【小説 愛しのマリナ】第二話 ダメな後輩
六階建てのテナントビルの四、五、六階にブレインズ情報システムは入居していた。
面談の場所は四階と指定されていた。
慶太は森本に「ビルの前に着いたら連絡しろ」と伝えて、先に社長と面談会場に行くことにした。
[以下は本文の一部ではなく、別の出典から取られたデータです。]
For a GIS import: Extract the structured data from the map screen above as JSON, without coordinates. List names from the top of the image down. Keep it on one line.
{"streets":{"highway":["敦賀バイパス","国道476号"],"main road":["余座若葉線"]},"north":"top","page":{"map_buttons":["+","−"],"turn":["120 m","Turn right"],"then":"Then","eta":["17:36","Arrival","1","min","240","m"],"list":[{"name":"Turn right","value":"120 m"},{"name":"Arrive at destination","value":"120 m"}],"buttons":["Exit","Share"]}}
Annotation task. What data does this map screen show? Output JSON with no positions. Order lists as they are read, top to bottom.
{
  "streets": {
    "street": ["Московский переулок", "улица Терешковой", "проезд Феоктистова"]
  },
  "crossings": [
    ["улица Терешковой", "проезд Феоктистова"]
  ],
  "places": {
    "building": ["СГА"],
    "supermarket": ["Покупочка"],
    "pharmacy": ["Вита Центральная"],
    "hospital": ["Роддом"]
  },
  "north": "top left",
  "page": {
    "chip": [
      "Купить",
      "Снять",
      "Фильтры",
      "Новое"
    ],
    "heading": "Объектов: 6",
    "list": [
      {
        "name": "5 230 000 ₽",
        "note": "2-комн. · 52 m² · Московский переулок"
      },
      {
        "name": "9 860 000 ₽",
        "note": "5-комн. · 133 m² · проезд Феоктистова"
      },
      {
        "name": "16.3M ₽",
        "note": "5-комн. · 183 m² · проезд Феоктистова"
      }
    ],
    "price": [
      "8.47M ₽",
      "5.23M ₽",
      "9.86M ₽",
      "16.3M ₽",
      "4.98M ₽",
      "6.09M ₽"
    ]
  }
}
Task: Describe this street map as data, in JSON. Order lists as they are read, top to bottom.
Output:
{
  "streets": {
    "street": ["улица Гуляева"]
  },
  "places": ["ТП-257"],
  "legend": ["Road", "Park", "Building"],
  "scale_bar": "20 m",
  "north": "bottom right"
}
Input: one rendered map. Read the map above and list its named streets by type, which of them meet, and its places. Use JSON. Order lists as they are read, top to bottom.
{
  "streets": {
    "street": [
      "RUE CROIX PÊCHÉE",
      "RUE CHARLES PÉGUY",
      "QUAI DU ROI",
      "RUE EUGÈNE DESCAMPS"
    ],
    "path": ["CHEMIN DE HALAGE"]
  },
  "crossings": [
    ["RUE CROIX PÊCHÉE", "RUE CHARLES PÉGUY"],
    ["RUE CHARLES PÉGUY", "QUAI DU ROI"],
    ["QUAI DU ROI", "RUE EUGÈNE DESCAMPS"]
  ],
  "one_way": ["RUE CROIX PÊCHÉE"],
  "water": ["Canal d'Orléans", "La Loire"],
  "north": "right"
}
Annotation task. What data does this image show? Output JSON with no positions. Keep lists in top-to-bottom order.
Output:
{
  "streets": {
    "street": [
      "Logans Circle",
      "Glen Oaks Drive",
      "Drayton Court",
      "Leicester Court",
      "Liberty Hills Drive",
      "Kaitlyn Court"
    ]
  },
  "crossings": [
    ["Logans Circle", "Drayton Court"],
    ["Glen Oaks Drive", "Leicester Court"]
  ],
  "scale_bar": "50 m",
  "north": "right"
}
入口にある受付に人はおらず、代わりに呼び出し用のベルと内線電話が置かれていた。
社長は呼び出しベルの方を「チン!」と鳴らした。
数秒待ったが、誰も現れなかった。
そこで社長は、内線電話を使った。
数回のコールの後、総務らしき女性が電話に出た。
「はい、ブレインズ情報システムです」
「お世話になっております、ダイナ情報サービスの生島です。プロジェクトの面談で来ました。荒川さんはおられますか?」
「少々お待ちください」
数分後、受付と執務室を仕切るパーティション越しに、一人の男がのっそりやってくるのが見えた。
小太りのその男は、抜け目のなさそうな目をしていた。
「お待たせしてすいません。荒川です」
慶太達の目の前に現れた小太りの男は表情も変えず、そして会釈もせず挨拶をした。
何日も剃っていないと思われる伸びた無精ひげと、目の下のクマがこれから配属されるプロジェクトの過酷さを物語っていた。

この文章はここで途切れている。